A recent conversation with Ken Sargent of the local Tatum office (a high end financial services firm) got me thinking about executive turnover and more specifically CFO turnover. My personal experience is that the rate of turnover has increased over the past decade.
My world is typically companies of <$100M in revenues and data for this group is hard to come by. Heidrick and Struggles reports that almost 25% of Fortune 1000 CFO slot’s were open at some point in 2007. Tatum predicts continuing acceleration in CFO turnover as well.
Why is this, and what does it say about what's happening in corporate America?
My sense is that the increase in turnover is driven by two fundamental forces: (1) an increase, and change in the nature, of the demands on the CFO, and(2) a general loss of patience by boards and investors (which will drive turnover amongst all classes of executives).
Traditionally, CFO's have been responsible for accounting and finance and frequently for HR and legal.

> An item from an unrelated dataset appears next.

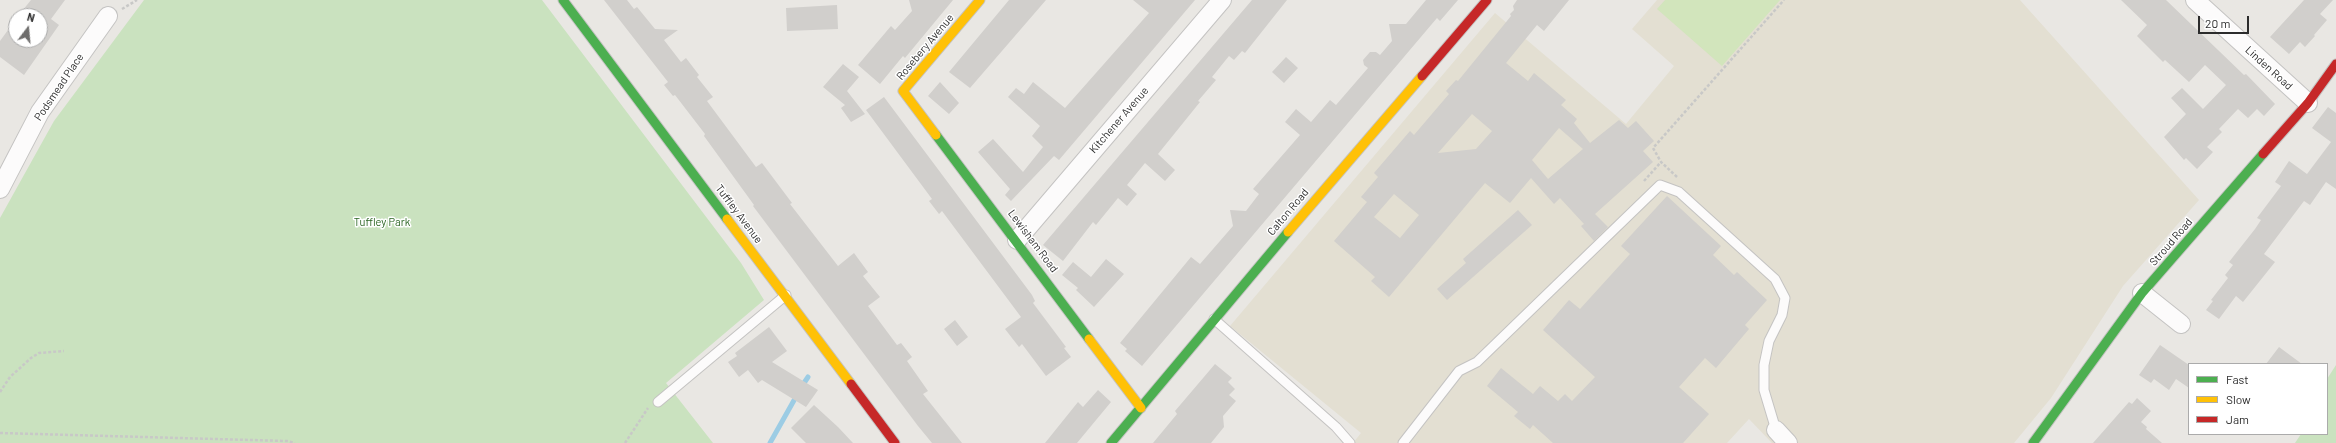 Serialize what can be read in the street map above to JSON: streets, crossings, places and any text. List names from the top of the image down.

As the overseers of corporate assets today's CFO's often have at least some responsibility for:
- International activities--which were rare in smaller companies a decade ago and increasingly common today.
- IP and IP strategy.
- IT and technology spend.
- Serving as the CEO's business partner on a broad range of strategic and operational issues.
These increasing demands have arisen during a time in which companies are under constant pressure to enhance returns and manage costs. And most CFO responsibilities represent overhead costs without obvious positive ROI.
In this environment, it isn't surprising that CFO turnover is up. The job is harder, the expectations higher, and the resources available have not kept up. My guess would be that this is especially true in smaller companies where "best practices" goals trickle down from larger public companies.
The costs for both employees and companies is obviously high. Executive turnover is always a major corporate event and if the turnover was proceeded by a period of executive ineffectiveness (often implied by turnover) the costs are magnified.
Is there a solution? Probably not. But there are some areas that can be addressed.
If corporations believe that "people are our most important asset" then allocating sufficient resources to prevent burnout would be a good step. Concretely, companies might consider hiring appropriate specialists such as General Counsels and FP&A professionals earlier.
Reasonable expectations would also help. As an example, 20% of the job descriptions I see for early stage companies call for CFO's to create "SOX compliance" even though the likelihood of an IPO if very low for most companies.CFO's should be clearer about the cost/risk trade-offs they face daily. Educating stakeholders on the tasks they face and the costs of those tasks can mitigate demands for doing more with less.
Ken Sargent suggests looking at the CFO's function as the "Office of the CFO". The implication being that corporations and boards shouldn't expect a CFO to have all the tools to manage an overgrowing work load and that outsourcing specific skills can be effective.
All this said, for the right person the CFO's seat remains a great place to be. The requirement to be conversant in all aspects of the business, the board visibility, the diversity of tasks, and the opportunity to make a difference, are all great draws.


2 comments:
You think CFO's have it hard, the average tenure of a CMO is 18 months :)
I think one reason for the high CFO turnover last year, particularly in the financial sector, has been the lack of appropriate risk control, which has sunk companies as big as FNM, FRE, and LEH. Although, on the counter side, most CFOs aren't working for banks, and that's just one piece.